Let $f : \mathbb{R} \to \mathbb{R}$ be a continuous function. We say that the improper integral $$ \int_{-\infty}^{+\infty} f \,\ dx $$ converges if the improper integrals $$ \int_{-\infty}^{0} f \,\ dx \text{ and } \int_{0}^{+\infty} f \,\ dx $$ both converge and in that case we define $$ \int_{-\infty}^{+\infty} f \,\ dx := \int_{-\infty}^{0} f \,\ dx + \int_{0}^{+\infty} f \,\ dx. $$ I would like to know : when $\int_{-\infty}^{+\infty} f \,\ dx$ is defined, is the Cauchy principal value $$ \lim_{a \to \infty} \int_{-a}^{a} f \,\ dx $$ equal to $\int_{-\infty}^{+\infty} f \,\ dx$ ?
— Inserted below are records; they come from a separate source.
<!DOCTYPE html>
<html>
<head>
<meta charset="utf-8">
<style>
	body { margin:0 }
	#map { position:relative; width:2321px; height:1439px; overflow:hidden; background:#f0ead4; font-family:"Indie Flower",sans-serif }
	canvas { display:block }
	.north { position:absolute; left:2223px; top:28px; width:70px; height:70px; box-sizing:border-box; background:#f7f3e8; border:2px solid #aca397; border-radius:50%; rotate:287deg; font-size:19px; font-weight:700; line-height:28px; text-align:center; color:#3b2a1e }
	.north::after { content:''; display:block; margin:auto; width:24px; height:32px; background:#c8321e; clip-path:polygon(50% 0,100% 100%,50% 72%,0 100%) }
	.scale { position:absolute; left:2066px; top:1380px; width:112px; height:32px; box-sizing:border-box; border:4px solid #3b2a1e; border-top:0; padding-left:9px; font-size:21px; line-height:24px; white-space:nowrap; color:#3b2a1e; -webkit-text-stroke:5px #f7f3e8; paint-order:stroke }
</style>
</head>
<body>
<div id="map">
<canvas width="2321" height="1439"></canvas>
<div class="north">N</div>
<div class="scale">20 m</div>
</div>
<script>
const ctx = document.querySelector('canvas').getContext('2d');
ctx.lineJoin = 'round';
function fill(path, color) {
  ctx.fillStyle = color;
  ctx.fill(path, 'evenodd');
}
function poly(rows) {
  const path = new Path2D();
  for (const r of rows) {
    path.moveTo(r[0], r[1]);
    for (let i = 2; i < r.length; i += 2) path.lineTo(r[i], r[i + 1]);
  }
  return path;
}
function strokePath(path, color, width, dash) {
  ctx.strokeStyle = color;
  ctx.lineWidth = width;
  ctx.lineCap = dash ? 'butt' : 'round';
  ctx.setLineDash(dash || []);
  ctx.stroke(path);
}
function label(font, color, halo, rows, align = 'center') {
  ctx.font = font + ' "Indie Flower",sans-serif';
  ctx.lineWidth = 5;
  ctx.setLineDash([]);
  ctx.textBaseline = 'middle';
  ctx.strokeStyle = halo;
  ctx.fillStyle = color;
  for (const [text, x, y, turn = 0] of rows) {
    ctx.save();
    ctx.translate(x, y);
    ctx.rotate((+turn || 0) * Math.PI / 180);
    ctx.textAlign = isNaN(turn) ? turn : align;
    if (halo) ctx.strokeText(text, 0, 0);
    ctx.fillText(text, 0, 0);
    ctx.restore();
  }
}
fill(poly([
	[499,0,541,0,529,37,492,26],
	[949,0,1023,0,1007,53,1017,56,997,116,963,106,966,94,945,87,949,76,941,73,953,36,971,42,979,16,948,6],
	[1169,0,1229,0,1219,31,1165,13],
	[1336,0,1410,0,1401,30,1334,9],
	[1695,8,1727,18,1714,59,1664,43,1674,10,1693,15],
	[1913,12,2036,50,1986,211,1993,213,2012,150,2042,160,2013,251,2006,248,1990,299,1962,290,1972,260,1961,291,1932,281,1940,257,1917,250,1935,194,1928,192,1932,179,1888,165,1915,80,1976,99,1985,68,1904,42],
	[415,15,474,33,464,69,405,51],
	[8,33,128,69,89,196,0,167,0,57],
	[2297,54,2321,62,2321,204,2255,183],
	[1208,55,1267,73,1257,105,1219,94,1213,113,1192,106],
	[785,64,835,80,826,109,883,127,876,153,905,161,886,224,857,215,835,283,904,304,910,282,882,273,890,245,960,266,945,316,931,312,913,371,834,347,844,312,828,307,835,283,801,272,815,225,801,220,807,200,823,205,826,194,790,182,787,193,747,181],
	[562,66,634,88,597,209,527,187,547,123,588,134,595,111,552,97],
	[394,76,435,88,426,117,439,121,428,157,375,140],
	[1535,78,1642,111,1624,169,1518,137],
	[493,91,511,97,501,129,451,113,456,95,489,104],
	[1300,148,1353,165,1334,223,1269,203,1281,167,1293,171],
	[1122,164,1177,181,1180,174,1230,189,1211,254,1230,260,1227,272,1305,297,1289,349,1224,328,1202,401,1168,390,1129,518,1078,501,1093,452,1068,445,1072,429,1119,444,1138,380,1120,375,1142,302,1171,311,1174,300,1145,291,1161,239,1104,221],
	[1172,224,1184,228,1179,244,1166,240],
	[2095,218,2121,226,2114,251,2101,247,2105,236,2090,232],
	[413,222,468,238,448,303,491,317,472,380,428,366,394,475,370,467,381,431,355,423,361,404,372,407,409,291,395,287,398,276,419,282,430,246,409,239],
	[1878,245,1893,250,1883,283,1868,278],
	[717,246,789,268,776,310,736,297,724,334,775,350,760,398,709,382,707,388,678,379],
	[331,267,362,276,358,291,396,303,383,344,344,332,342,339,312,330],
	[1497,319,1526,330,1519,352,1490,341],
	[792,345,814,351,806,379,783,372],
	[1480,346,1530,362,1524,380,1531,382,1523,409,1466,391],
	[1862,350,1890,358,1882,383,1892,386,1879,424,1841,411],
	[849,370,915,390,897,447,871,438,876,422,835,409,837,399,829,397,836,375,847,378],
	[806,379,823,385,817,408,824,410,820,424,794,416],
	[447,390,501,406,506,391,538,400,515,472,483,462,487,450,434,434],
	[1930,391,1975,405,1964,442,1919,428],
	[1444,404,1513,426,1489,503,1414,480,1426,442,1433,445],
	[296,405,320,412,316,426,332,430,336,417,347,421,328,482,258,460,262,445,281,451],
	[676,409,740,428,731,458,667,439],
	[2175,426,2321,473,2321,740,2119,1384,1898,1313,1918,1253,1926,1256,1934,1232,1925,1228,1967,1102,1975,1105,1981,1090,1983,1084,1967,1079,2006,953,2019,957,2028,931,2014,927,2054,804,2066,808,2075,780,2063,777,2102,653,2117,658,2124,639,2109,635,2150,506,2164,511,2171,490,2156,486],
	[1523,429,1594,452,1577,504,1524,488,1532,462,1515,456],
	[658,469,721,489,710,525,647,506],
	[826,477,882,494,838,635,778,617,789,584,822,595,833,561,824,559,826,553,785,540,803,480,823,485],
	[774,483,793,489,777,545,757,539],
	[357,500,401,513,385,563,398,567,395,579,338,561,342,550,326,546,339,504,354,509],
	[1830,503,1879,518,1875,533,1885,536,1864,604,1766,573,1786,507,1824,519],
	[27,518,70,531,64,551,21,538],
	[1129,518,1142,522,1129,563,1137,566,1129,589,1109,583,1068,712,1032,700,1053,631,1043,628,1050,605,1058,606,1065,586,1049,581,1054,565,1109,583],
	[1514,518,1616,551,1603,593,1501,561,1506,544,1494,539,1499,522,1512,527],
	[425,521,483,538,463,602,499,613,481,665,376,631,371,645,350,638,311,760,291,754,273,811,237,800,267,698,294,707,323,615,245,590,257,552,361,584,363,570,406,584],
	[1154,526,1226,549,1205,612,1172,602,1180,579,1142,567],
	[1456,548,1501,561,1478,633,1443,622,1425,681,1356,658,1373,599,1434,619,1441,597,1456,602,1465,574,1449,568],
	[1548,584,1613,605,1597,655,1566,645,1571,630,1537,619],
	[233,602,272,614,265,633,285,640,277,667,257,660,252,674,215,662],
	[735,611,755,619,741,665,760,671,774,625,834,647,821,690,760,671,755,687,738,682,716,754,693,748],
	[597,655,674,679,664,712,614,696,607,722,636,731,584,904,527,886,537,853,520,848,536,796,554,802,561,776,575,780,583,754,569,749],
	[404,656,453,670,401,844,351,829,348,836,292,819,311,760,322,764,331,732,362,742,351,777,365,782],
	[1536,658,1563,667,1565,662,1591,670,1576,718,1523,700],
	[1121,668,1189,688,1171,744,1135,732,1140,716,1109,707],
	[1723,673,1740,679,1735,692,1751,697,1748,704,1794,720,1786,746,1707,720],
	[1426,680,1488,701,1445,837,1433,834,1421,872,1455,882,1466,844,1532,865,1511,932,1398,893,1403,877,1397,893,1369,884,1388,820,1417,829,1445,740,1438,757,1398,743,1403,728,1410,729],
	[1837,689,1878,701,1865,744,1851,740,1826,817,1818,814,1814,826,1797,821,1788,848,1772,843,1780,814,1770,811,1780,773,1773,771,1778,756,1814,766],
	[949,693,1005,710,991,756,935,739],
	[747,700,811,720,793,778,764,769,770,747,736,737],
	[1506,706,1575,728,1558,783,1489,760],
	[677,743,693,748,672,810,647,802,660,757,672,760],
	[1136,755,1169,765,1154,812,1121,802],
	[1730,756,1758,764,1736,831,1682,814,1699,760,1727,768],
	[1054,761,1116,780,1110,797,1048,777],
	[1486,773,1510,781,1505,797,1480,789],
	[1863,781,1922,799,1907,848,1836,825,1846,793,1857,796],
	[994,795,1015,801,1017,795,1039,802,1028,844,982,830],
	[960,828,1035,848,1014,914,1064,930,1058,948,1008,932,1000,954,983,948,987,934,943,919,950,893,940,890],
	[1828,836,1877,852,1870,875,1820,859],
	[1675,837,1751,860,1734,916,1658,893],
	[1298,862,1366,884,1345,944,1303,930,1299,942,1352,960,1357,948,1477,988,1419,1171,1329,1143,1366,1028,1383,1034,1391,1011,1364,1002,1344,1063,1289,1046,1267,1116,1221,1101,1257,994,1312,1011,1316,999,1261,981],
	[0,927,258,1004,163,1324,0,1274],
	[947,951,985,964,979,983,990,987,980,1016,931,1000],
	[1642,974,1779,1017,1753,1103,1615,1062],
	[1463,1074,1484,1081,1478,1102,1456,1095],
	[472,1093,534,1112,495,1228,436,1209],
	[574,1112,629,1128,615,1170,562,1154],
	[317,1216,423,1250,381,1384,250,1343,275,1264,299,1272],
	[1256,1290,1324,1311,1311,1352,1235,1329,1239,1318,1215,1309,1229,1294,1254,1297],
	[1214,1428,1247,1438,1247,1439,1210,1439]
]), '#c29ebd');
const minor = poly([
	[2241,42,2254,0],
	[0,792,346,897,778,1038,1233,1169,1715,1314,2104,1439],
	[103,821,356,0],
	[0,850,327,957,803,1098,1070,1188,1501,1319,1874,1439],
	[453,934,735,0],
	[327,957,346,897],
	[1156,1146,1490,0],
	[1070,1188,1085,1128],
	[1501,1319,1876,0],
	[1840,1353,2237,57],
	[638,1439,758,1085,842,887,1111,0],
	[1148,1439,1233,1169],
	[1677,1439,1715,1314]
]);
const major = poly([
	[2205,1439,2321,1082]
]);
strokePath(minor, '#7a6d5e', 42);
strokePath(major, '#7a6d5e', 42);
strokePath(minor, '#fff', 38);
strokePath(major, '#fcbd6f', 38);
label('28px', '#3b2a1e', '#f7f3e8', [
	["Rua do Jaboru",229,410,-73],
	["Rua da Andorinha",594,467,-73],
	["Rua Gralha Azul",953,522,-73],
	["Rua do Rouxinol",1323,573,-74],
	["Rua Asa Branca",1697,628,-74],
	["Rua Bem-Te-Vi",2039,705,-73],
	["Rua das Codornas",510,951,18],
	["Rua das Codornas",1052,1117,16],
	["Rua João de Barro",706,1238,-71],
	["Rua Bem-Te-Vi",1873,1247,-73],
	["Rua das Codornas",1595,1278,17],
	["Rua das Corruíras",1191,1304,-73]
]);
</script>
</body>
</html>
My guess : I think it is. In that case, haven't we \begin{align*} \int_{-a}^{a} f \,\ dx - \int_{-\infty}^{\infty} f \,\ dx = - \int_{a}^{\infty} f \,\ dx - \int_{-\infty}^{-a} f \,\ dx \to 0 + 0 = 0 \quad (a \to \infty) \space ? \end{align*}

Answer 1

Yes, you are correct. And, as you realize, the converse is, in general, false.

Answer 2

Convergence of $\int_{-\infty}^\infty f(x)\,dx$ implies $\text{PV}\int_{-\infty}^\infty f(x)\,dx$ exists by a modification of the argument you give (let the relevant limits happen independently of one another): \begin{align*} &PV\int_{-\infty}^\infty f(x)\,dx-\int_{-\infty}^\infty f(x)\,dx\\ %&=\lim_{a\to\infty}\int_{-a}^{a} f(x)\,dx - \left(\lim_{b\to \infty}\int_{-b}^{0} %f(x)\,dx+\lim_{c\to\infty}\int_0^c f(x)\,dx\right)\\ &=\lim_{a\to \infty} \left(\int_{-a}^{0} f(x)\,dx+\int_0^a f(x)\,dx\right)-\left(\lim_{b\to \infty}\int_{-b}^{0} f(x)\,dx+\lim_{c\to\infty}\int_0^c f(x)\,dx\right)\\ &=\lim_{a\to\infty}\lim_{b\to\infty}\lim_{c\to\infty}\left(\int_{-a}^{-b} f(x)\,dx+\int_c^a f(x)\,dx\right)\\ &=0. \end{align*} The hypothesis that the improper integral converges says that the pieces in the second line above are finite and hence sidesteps the issue of doing arithmetic with indeterminate forms (e.g., $\infty-\infty$) above.

The converse is of the statement above is of course false: the PV can exist without the improper integral converging (e.g., take $f(x)=x$).

Another condition is: if $f(x)$ is an even function, then the value of the improper integral equals the Cauchy principal value of the integral.